Assignment: When you reach the line that contains "width:72px; height:72px; border-radius:9px;" in the data below, start reproducing lines exactly, and stop after the line that contains "text-anchor:middle; dominant-baseline:central; stroke-width:6;".

Data for analysis:

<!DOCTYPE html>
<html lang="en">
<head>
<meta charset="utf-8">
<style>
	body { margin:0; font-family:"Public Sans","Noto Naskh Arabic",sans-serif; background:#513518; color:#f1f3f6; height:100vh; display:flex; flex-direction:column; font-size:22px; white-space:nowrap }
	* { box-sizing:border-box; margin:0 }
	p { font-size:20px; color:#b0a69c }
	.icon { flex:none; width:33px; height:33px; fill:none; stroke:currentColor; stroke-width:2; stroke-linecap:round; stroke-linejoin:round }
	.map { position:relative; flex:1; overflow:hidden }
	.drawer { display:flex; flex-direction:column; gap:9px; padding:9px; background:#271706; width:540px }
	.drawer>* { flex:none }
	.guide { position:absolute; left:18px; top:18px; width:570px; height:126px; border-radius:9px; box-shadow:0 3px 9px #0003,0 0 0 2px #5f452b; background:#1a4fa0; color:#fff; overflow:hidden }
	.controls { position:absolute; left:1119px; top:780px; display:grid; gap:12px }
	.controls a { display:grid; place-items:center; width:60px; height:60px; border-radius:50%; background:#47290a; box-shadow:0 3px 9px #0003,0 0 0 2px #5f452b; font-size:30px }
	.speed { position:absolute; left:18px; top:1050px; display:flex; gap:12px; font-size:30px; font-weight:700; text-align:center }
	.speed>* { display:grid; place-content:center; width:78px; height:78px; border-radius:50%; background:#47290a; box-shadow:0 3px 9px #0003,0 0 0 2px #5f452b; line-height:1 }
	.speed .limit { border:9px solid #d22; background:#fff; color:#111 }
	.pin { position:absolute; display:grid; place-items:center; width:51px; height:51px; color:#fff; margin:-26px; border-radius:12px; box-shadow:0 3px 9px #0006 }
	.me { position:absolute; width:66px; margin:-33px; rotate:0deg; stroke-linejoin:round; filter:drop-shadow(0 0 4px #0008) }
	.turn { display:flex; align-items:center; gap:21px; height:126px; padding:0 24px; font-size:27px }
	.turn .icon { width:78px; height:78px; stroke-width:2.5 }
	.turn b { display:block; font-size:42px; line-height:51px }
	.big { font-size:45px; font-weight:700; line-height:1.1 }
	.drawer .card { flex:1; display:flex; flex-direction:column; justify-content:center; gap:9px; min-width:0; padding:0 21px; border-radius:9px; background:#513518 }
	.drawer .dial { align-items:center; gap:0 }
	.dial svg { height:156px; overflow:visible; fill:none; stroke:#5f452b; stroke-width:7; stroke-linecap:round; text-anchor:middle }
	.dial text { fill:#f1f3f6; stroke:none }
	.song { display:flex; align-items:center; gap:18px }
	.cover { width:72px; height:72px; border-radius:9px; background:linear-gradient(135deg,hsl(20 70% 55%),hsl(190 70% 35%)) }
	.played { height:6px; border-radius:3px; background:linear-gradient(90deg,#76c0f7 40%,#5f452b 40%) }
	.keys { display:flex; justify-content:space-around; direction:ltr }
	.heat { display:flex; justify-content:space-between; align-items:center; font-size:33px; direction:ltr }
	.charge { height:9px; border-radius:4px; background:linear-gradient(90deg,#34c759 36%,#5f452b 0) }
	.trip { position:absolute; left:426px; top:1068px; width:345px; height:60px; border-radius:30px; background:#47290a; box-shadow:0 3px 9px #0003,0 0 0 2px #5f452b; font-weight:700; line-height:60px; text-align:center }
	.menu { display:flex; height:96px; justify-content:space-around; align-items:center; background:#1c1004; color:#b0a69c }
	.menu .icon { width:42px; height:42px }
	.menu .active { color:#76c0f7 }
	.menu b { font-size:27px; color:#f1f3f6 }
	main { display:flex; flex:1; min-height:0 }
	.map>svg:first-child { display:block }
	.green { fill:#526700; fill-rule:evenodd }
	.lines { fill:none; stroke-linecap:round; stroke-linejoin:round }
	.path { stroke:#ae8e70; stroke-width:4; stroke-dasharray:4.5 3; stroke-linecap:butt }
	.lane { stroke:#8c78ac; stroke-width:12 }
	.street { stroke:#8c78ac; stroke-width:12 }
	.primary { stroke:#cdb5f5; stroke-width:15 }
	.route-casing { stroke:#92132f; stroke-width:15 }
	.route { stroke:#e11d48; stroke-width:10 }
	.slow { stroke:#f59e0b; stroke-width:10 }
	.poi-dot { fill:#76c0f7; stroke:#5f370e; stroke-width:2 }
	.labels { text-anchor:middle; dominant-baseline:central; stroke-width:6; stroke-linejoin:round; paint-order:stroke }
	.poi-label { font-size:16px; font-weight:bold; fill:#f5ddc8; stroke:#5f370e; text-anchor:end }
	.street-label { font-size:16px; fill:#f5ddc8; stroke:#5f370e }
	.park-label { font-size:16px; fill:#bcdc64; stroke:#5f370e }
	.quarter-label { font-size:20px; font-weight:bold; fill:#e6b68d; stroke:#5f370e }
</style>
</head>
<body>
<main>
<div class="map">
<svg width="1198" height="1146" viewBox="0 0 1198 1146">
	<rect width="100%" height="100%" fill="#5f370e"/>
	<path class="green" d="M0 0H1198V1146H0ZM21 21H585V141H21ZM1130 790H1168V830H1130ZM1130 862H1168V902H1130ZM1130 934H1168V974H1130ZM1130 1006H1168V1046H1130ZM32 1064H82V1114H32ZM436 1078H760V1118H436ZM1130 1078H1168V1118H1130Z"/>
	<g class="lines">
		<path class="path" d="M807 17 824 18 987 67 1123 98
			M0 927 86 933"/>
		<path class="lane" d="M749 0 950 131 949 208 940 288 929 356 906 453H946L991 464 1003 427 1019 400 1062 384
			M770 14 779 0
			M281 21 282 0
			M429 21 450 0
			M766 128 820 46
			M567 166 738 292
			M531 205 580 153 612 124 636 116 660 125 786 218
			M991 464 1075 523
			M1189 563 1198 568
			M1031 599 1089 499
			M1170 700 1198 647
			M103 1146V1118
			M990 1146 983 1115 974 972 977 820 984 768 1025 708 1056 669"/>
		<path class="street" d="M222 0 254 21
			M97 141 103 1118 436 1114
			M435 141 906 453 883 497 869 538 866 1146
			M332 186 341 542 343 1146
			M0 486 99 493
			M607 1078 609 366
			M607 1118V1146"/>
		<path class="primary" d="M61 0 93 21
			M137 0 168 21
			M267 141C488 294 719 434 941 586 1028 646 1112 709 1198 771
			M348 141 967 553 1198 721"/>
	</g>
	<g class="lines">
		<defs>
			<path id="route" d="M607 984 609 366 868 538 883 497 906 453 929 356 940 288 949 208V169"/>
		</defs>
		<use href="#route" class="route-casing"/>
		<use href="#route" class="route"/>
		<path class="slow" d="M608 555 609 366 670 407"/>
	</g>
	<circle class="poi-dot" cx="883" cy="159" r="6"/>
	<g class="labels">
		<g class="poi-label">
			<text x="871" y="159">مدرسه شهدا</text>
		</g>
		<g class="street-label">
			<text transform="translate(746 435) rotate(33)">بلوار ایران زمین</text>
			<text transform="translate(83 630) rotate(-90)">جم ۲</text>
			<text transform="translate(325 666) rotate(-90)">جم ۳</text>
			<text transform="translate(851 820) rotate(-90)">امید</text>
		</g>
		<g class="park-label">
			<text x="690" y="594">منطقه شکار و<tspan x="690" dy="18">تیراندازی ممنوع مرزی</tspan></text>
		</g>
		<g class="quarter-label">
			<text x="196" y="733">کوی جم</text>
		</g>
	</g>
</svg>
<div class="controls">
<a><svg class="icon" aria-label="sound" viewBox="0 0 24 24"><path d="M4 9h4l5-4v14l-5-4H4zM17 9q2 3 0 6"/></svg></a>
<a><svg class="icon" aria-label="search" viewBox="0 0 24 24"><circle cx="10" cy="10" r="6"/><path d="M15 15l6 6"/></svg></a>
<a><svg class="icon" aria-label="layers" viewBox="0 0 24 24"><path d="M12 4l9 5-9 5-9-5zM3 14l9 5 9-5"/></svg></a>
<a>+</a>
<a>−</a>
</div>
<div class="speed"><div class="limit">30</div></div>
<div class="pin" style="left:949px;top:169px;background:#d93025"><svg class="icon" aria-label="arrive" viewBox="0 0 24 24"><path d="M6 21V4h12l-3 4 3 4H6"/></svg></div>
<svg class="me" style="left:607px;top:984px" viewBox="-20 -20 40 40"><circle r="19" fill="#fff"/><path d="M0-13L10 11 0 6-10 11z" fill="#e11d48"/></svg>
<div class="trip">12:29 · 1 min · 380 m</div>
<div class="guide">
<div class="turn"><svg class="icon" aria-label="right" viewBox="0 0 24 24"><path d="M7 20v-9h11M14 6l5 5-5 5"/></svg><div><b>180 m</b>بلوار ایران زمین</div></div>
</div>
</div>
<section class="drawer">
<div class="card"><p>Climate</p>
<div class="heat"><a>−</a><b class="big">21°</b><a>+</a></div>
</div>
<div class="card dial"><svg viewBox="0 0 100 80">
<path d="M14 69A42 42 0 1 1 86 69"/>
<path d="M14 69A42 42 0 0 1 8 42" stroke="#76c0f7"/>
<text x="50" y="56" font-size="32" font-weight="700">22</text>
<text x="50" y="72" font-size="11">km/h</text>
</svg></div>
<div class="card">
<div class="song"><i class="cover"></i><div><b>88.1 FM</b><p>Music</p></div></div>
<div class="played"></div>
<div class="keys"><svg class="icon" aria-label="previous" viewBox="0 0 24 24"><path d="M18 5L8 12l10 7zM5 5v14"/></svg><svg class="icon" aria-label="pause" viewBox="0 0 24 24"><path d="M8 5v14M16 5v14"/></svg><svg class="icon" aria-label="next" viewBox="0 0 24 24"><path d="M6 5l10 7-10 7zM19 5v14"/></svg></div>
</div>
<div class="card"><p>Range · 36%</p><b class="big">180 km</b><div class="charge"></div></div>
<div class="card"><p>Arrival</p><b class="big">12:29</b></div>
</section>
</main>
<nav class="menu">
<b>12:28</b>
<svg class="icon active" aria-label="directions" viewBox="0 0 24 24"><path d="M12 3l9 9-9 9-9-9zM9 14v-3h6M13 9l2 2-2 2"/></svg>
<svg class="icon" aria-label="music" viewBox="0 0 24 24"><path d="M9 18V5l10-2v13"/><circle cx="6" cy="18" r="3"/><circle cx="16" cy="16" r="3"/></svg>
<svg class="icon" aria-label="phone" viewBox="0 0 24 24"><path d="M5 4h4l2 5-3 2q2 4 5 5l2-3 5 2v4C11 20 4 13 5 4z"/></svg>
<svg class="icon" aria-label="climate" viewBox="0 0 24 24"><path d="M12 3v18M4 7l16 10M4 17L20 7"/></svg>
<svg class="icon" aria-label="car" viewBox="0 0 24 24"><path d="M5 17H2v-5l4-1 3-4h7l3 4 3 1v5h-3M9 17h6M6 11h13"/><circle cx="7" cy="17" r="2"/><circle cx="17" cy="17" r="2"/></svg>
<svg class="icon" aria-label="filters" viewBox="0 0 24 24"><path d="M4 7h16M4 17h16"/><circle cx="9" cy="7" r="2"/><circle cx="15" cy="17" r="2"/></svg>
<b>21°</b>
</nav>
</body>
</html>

Output for this exercise:
	.cover { width:72px; height:72px; border-radius:9px; background:linear-gradient(135deg,hsl(20 70% 55%),hsl(190 70% 35%)) }
	.played { height:6px; border-radius:3px; background:linear-gradient(90deg,#76c0f7 40%,#5f452b 40%) }
	.keys { display:flex; justify-content:space-around; direction:ltr }
	.heat { display:flex; justify-content:space-between; align-items:center; font-size:33px; direction:ltr }
	.charge { height:9px; border-radius:4px; background:linear-gradient(90deg,#34c759 36%,#5f452b 0) }
	.trip { position:absolute; left:426px; top:1068px; width:345px; height:60px; border-radius:30px; background:#47290a; box-shadow:0 3px 9px #0003,0 0 0 2px #5f452b; font-weight:700; line-height:60px; text-align:center }
	.menu { display:flex; height:96px; justify-content:space-around; align-items:center; background:#1c1004; color:#b0a69c }
	.menu .icon { width:42px; height:42px }
	.menu .active { color:#76c0f7 }
	.menu b { font-size:27px; color:#f1f3f6 }
	main { display:flex; flex:1; min-height:0 }
	.map>svg:first-child { display:block }
	.green { fill:#526700; fill-rule:evenodd }
	.lines { fill:none; stroke-linecap:round; stroke-linejoin:round }
	.path { stroke:#ae8e70; stroke-width:4; stroke-dasharray:4.5 3; stroke-linecap:butt }
	.lane { stroke:#8c78ac; stroke-width:12 }
	.street { stroke:#8c78ac; stroke-width:12 }
	.primary { stroke:#cdb5f5; stroke-width:15 }
	.route-casing { stroke:#92132f; stroke-width:15 }
	.route { stroke:#e11d48; stroke-width:10 }
	.slow { stroke:#f59e0b; stroke-width:10 }
	.poi-dot { fill:#76c0f7; stroke:#5f370e; stroke-width:2 }
	.labels { text-anchor:middle; dominant-baseline:central; stroke-width:6; stroke-linejoin:round; paint-order:stroke }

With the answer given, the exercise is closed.